If you're new around here, you might think I'm a bit bipolar in my feelings for Alaska.  And that's probably true. I was a proud Texan born and raised. Until the Summer of 2014, I never considered the possibility of living elsewhere. I subscribed (and still pretty much do) to the view that Texas is the greatest place in the world.  And then we wound up in Alaska.  In September. Where it rains day in and day out and then turns cold and I started to fall every two seconds from the ice in parking lots. I was definitely not digging Alaska in those months. Then the cold started to fade and we were blessed with spring and a beautiful summer.

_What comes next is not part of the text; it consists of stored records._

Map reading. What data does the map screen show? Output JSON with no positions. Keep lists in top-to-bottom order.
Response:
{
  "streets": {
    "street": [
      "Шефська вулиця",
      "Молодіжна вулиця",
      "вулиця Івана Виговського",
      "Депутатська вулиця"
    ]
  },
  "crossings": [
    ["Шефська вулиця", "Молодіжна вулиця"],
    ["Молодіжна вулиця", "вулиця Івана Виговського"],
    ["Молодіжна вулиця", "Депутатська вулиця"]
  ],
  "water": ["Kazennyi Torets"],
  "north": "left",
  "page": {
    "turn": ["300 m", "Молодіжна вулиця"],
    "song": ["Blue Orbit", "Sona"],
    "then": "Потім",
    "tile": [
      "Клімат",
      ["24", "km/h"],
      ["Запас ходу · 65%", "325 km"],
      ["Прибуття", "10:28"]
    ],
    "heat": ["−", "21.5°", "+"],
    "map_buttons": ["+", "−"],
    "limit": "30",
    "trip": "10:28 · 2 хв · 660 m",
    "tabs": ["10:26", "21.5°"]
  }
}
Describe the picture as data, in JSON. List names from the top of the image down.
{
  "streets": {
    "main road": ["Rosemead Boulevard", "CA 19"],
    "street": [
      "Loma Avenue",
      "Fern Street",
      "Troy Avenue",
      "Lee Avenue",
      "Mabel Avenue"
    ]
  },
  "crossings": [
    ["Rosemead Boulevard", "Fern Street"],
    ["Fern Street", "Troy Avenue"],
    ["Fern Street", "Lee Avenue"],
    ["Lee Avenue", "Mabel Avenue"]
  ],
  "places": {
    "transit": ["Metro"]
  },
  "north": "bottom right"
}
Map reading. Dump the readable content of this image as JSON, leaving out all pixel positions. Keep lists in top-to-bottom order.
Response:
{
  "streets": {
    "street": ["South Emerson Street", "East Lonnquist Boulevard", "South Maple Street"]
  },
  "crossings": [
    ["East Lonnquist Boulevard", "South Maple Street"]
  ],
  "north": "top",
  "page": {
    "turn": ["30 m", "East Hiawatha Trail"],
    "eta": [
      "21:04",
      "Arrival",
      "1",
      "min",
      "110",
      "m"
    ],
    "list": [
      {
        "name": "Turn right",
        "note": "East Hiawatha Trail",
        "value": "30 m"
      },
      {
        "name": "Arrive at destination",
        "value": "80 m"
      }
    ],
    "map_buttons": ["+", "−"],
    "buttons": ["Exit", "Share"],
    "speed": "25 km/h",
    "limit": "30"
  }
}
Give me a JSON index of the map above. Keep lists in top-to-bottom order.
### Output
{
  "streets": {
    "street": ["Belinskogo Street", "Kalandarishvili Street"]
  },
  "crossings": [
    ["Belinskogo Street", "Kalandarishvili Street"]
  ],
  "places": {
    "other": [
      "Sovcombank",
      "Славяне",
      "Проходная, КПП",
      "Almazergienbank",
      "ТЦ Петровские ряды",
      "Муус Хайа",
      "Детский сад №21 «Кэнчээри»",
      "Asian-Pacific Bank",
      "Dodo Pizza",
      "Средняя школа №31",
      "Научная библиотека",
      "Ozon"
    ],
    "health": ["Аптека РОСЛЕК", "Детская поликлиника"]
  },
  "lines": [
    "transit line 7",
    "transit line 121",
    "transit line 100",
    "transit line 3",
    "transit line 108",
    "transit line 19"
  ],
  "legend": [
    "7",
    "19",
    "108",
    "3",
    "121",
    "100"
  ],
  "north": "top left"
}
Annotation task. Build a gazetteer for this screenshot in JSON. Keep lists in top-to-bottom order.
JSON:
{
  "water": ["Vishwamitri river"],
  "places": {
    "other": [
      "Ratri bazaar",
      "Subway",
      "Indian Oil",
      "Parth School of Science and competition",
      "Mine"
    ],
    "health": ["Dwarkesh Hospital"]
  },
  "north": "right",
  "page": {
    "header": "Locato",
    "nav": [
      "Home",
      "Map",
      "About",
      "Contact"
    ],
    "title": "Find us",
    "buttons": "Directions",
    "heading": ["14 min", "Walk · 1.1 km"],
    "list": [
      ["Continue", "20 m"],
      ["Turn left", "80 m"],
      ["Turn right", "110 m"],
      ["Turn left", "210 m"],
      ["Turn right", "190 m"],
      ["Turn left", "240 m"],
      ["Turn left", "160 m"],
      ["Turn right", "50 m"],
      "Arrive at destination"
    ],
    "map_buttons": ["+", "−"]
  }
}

A summer where my hair didn't frizz the moment I stepped outdoors and where I actually wanted to be outside. I found a running community and beautiful trails and learned to appreciate (ok, actually love) the constant sunshine. I noticed the beautiful scenery at every turn and learned to appreciate Alaska for what it is and not what it's not. One of our guests this summer said it best when they said "Alaska is a state of mind."

When I meet people new to the area and can tell they are struggling to love Alaska, I caution them to give it some time.  And to embrace the adventure and laugh at the Alaskan.

Nathanial and I went to the Alaska State Fair a few weekends ago. I was excited to go back to see how our view of it changed after living in Alaska for a year. This time I was determined to have lower expectations (there's a statement you don't hear often) and to find the unique elements.

On the way to the fair, we experienced the "worst traffic."  Traffic in Alaska is anything longer than 4 cars - which I'm totally ok with.   Lots of people were on the one highway heading to the State Fair.


The feel of the fair reminds me of the county fair in the small town I grew up in. From parking on the grass to the ride section being the most happening part of the whole thing. Anyone remember the Gravitron?


We made the mistake of getting pulled pork sandwiches for lunch. One day I will remember that all barbecue (especially the kind not in the South) is not created equal.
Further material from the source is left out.